6. Tidak menggunakan peraturan-peraturan dan pertahanan kolektif untuk bertindak bagi
kepentingan khusus dari salah satu negara-negara besar, tidak melakukan campur
tangan terhadap negara lain.
7. Tidak melakukan tindakan ataupun ancaman agresi maupun penggunaan kekerasan
terhadap integritas territorial atau kemerdekaan politik suatu bangsa.
8. Menyelesiakan segala perselisihan internasional dengan cara damai, seperti
perundingan, persetujuan, arbitrasi, atau penyelesaian masalah hokum, ataupun lain-lain
cara damai, menurut pilihan pihak-pihakyang bersangkutan, yang sesuai dengan piagam
PBB.
9. Memajukan kepentingan bersama dan kerjasama.
10. Menghormati hokum dan kewajiban-kewajiban internasional.

Pilihan Indonesia atas politik luar negri bebas aktif itu menempatkannya dalam perpaduan
antara perspektif teori “idealism politik” dan “realism politik” dalam hubungan internasional.
Keyakinan Indonesia, seperti tertuang dalam UUD 1945, bahwa kemerdekaan ialah hak segala
bangsa serta kemungkinan menjalin kerjasama internasional dalam mengupayakan kemerdekaan,
kebaikan, perdamaian, keadilan dan kesejahtraan bersama, membawa politik bebas aktif bertautan
dengan ideal-ideal para pendukung perspektif “idealism politik”.
Singkatnya ketegangan dalam kehidupan nasional yang bertautan dengan ketegangan
internasional lantas di proyeksikan kedalam sikap internasionalisme Indonesia.

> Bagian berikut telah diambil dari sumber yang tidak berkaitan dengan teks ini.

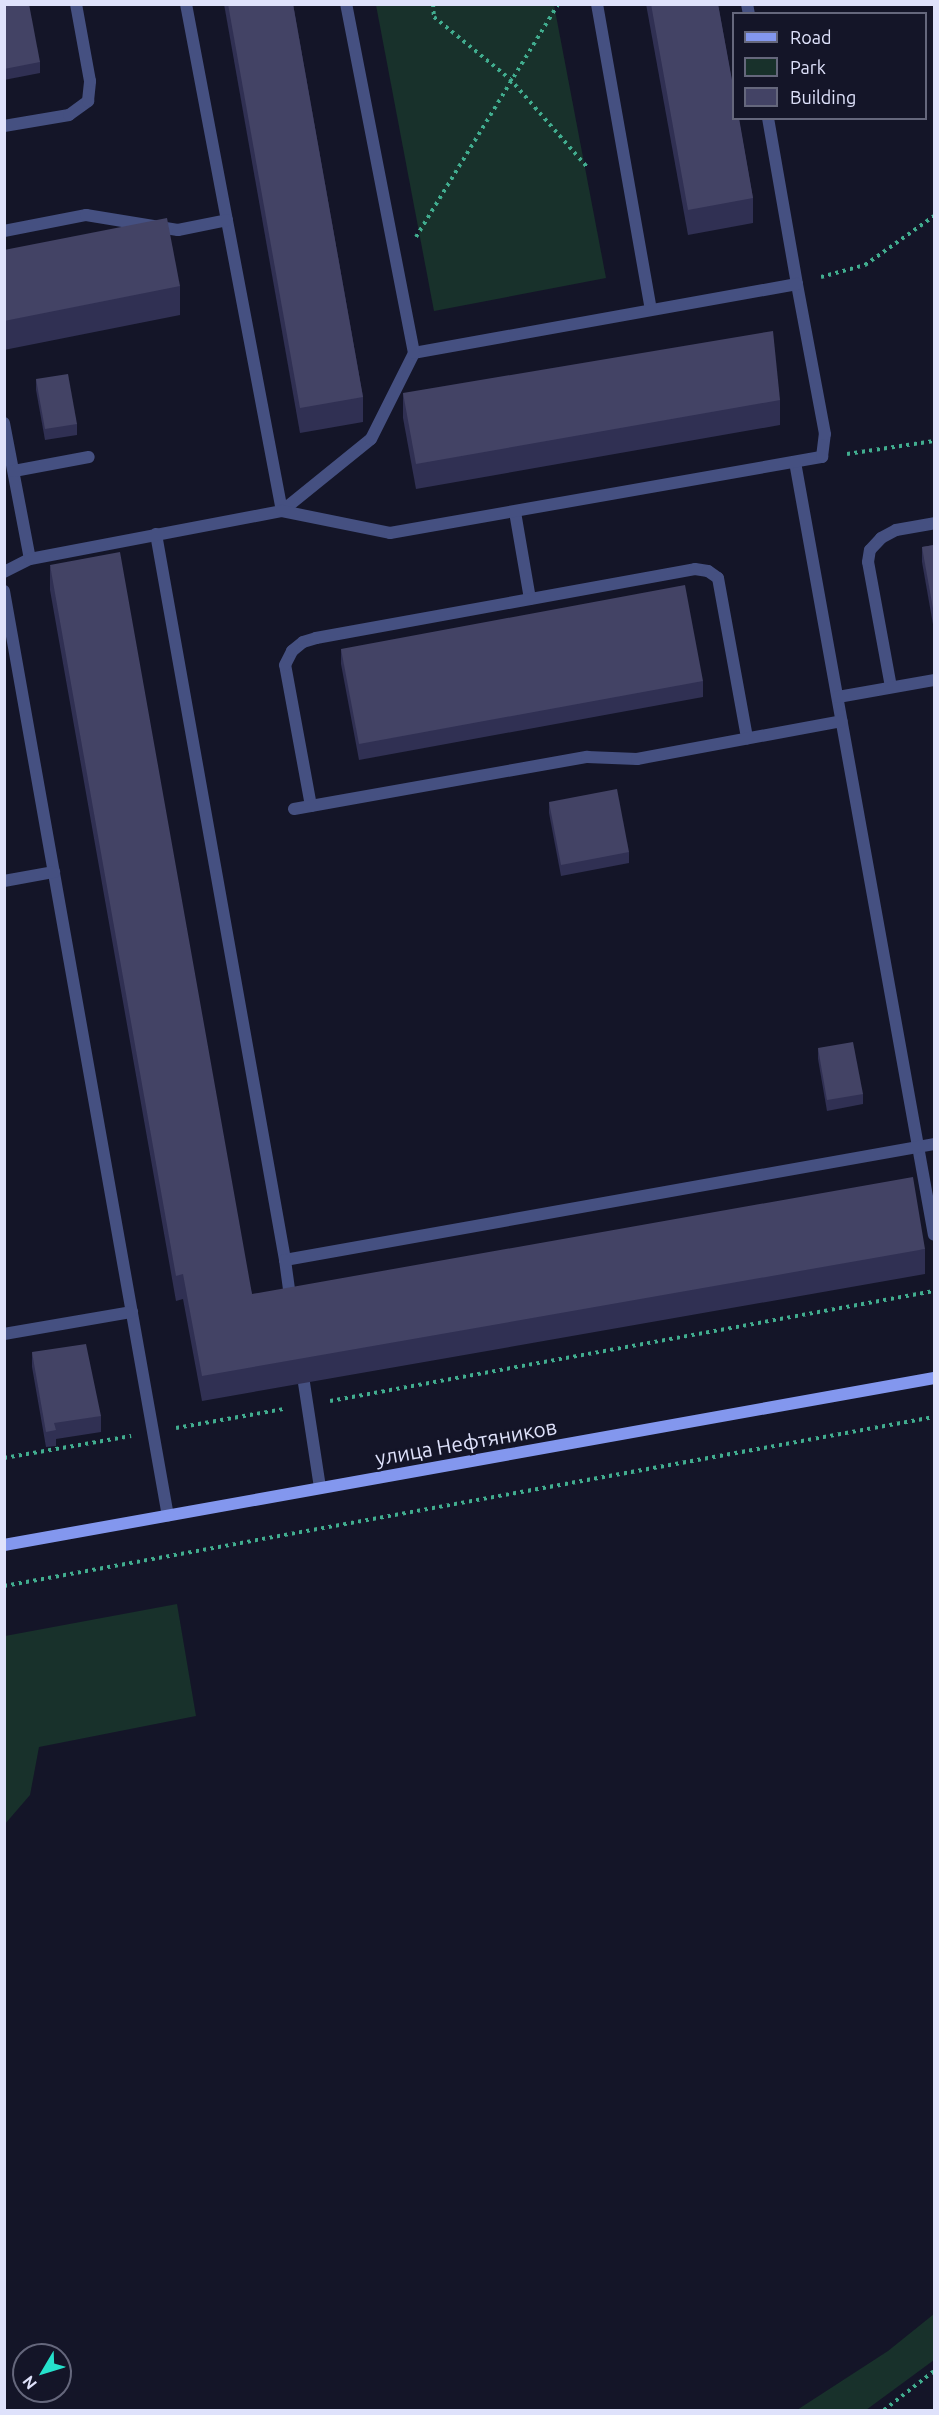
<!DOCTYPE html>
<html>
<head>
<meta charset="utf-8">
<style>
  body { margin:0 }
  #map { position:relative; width:939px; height:2415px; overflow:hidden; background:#141528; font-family:Ubuntu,sans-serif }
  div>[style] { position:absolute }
  .green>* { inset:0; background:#18312b }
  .path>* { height:4px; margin-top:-2px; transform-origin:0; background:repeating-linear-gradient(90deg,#41ad8f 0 3px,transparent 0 7.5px) }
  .lane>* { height:12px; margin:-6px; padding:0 6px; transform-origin:6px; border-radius:6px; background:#455081 }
  .secondary>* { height:12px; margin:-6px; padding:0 6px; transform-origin:6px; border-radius:6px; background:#8397ee }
  .wall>* { inset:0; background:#303053 }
  .building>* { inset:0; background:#434365 }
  span { translate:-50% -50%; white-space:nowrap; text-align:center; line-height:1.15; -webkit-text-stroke:4.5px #141528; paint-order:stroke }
  .street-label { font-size:21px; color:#dfe2fb }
  .frame { position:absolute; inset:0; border:6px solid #dfe2fb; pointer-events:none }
  .legend { position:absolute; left:732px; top:12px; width:195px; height:108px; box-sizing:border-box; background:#141528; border:2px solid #65677c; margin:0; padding:8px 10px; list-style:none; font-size:18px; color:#dfe2fb }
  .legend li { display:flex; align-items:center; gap:12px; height:30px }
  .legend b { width:30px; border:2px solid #65677c }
  .north { position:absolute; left:12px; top:2343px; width:60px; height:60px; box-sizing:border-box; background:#141528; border:2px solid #65677c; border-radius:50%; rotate:232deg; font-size:16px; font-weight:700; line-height:24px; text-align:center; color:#dfe2fb }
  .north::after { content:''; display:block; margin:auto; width:21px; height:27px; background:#25e1cb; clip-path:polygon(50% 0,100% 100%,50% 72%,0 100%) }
</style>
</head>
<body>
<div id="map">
  <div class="green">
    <div style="clip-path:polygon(376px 5px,554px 5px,606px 278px,434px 311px)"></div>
    <div style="clip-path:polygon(177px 1604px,196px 1716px,39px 1747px,30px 1795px,5px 1824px,5px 1636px)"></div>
    <div style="clip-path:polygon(934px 2314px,934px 2360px,866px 2410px,797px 2410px,888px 2351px)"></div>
  </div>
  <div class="path">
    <div style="left:433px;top:4px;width:13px;rotate:86deg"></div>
    <div style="left:434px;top:17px;width:98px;rotate:39.2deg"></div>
    <div style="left:510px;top:79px;width:118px;rotate:48.8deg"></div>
    <div style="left:416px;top:237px;width:273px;rotate:-58.6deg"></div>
    <div style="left:821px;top:277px;width:46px;rotate:-15.3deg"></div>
    <div style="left:865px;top:265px;width:85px;rotate:-35.4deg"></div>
    <div style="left:847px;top:454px;width:88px;rotate:-8.5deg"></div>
    <div style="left:330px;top:1401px;width:614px;rotate:-10.32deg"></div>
    <div style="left:176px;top:1428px;width:110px;rotate:-10deg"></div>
    <div style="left:4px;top:1458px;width:129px;rotate:-9.8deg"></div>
    <div style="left:4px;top:1586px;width:945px;rotate:-10.3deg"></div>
    <div style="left:884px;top:2410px;width:63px;rotate:-38deg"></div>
  </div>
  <div class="lane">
    <div style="left:186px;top:4px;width:516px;rotate:79.28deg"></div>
    <div style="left:282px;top:511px;width:114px;rotate:-39deg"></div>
    <div style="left:371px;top:439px;width:96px;rotate:-63.4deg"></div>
    <div style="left:597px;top:4px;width:310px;rotate:80deg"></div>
    <div style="left:747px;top:4px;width:10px;rotate:79deg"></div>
    <div style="left:768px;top:118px;width:169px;rotate:80.1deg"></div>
    <div style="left:4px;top:126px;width:66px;rotate:-9.6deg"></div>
    <div style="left:69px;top:115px;width:24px;rotate:-36deg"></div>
    <div style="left:88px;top:101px;width:20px;rotate:-84deg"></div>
    <div style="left:90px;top:81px;width:78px;rotate:-100.3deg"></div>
    <div style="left:4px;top:231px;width:84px;rotate:-11deg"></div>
    <div style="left:86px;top:215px;width:93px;rotate:9.3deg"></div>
    <div style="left:178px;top:230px;width:50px;rotate:-11.5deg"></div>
    <div style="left:4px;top:423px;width:138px;rotate:79.2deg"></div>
    <div style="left:795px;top:462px;width:785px;rotate:79.81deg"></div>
    <div style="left:14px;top:471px;width:76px;rotate:-10.6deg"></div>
    <div style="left:515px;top:512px;width:88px;rotate:80.2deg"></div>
    <div style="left:156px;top:534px;width:737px;rotate:79.92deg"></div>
    <div style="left:285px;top:1260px;width:659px;rotate:-10.13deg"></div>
    <div style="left:4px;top:572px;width:29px;rotate:-27deg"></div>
    <div style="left:30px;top:559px;width:257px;rotate:-10.8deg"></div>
    <div style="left:282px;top:511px;width:110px;rotate:11.5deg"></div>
    <div style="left:390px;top:533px;width:439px;rotate:-10deg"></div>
    <div style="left:822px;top:457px;width:23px;rotate:-83deg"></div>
    <div style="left:825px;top:434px;width:153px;rotate:-100.6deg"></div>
    <div style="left:797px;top:284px;width:389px;rotate:169.8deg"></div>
    <div style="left:414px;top:353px;width:356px;rotate:-101deg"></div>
    <div style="left:4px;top:591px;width:939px;rotate:79.95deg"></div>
    <div style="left:891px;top:687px;width:127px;rotate:-100.4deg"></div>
    <div style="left:868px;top:562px;width:12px;rotate:-81deg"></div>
    <div style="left:870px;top:550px;width:16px;rotate:-47deg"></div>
    <div style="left:881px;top:538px;width:17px;rotate:-28deg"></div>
    <div style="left:896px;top:530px;width:39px;rotate:-10deg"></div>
    <div style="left:838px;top:697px;width:97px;rotate:-10deg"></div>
    <div style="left:311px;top:806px;width:143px;rotate:-100.4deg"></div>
    <div style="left:285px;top:665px;width:16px;rotate:-63deg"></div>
    <div style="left:292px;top:651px;width:14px;rotate:-39deg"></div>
    <div style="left:303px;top:642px;width:14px;rotate:-17deg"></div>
    <div style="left:316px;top:638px;width:385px;rotate:-10.3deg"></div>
    <div style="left:695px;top:569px;width:13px;rotate:9deg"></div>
    <div style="left:708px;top:571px;width:12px;rotate:35deg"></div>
    <div style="left:718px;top:578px;width:163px;rotate:79.7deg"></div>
    <div style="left:294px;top:809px;width:298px;rotate:-10.1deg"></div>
    <div style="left:587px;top:757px;width:50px;rotate:2.3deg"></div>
    <div style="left:637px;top:759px;width:208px;rotate:-10.5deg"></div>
    <div style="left:4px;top:881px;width:51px;rotate:-10.2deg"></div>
    <div style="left:285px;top:1260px;width:44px;rotate:82.2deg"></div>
    <div style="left:4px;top:1334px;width:130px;rotate:-9.8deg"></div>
    <div style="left:304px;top:1383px;width:106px;rotate:81.3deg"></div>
  </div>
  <div class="secondary">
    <div style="left:4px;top:1545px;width:945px;rotate:-10.18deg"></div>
  </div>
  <div class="wall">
    <div style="clip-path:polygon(4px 4px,40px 62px,40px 73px,4px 80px)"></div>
    <div style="clip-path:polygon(224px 4px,293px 4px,363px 397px,363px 422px,300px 433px)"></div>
    <div style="clip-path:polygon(646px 4px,718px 4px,753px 198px,753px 223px,688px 235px)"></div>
    <div style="clip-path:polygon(4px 250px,180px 286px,180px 315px,4px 350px)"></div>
    <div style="clip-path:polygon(36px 379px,77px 424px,77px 435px,45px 440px,36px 390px)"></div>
    <div style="clip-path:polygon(403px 393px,780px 400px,780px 425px,416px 489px,403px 418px)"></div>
    <div style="clip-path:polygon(934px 545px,934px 630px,922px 562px,922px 547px)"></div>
    <div style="clip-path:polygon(50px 565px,252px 1294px,925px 1249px,925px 1274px,202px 1401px,183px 1299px,176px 1301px,50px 590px)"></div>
    <div style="clip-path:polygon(341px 649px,703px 681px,703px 697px,359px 760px,341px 664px)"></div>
    <div style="clip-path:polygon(549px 802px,629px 852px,629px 863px,561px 876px,549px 813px)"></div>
    <div style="clip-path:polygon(818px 1048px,863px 1094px,863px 1104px,827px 1111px,818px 1059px)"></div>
    <div style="clip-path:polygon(32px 1352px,101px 1416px,101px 1432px,56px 1439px,56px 1446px,46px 1447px,32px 1367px)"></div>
  </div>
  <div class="building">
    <div style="clip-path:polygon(4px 4px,29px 4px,40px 62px,4px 69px)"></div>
    <div style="clip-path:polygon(228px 4px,293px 4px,363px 397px,300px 408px)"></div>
    <div style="clip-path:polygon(651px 4px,718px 4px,734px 91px,734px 118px,739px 118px,753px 198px,688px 210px)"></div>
    <div style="clip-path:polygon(167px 218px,180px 286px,4px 321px,4px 250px)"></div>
    <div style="clip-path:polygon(773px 331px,780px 400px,416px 464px,403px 393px)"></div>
    <div style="clip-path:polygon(68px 374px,77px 424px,45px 429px,36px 379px)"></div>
    <div style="clip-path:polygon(934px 545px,934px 614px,922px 547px)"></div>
    <div style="clip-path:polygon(120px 552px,252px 1294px,913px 1177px,925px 1249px,202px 1376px,183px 1274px,176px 1276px,50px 565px)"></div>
    <div style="clip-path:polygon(685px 585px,703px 681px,359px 744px,341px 649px)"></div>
    <div style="clip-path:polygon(617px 789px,629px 852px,561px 865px,549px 802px)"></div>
    <div style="clip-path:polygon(853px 1042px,863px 1094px,827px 1100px,818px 1048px)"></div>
    <div style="clip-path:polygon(86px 1344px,101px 1416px,54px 1423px,56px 1430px,46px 1432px,32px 1352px)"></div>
  </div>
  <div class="street-label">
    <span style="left:466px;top:1442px;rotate:-10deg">улица Нефтяников</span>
  </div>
  <div class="frame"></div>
  <ul class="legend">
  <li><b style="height:8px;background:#8397ee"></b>Road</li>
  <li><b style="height:16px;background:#18312b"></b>Park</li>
  <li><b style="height:16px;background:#434365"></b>Building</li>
  </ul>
  <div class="north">N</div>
</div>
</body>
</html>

Memandang
kemerdekaan Malaysia sebagai antek neo-kolonialisme, Presiden Soekarno lantas melancarkan
konfrontasi Indonesia-malaisya, sebuah perang mengenai masa depan pulau Kalimantan, antara
tahun 1962-1966. Ketika PBB menerima malaysia sebagai anggota tidak tetap Dewan Keamanan
PBB, Presiden Soekarno menarik Indonesia dari keanggotaan PBB pada 20 Januari 1965, dan
sebagai alternatifnya membentuk poros kekuatan baru dalam rangka Conference of New Emerging
Forces (conefo). Sebagai tandingan olimpiade, Soekarno bahkan menyelenggarakan GANEFO (
games of the new emergering forces) yang di selenggarakan di Jakarta pada 10-22 November 1963.
Kembalinya Indonesia ke PBB baru setelah Presiden Soeharto mengambil alih tongkat
kepemimpinan nasional. Pada 19 September 1966, Indonesia mengajukan permohonan kembali
sebagai anggota yang di terima oleh majelis umum PBB sejak 28 September 1966.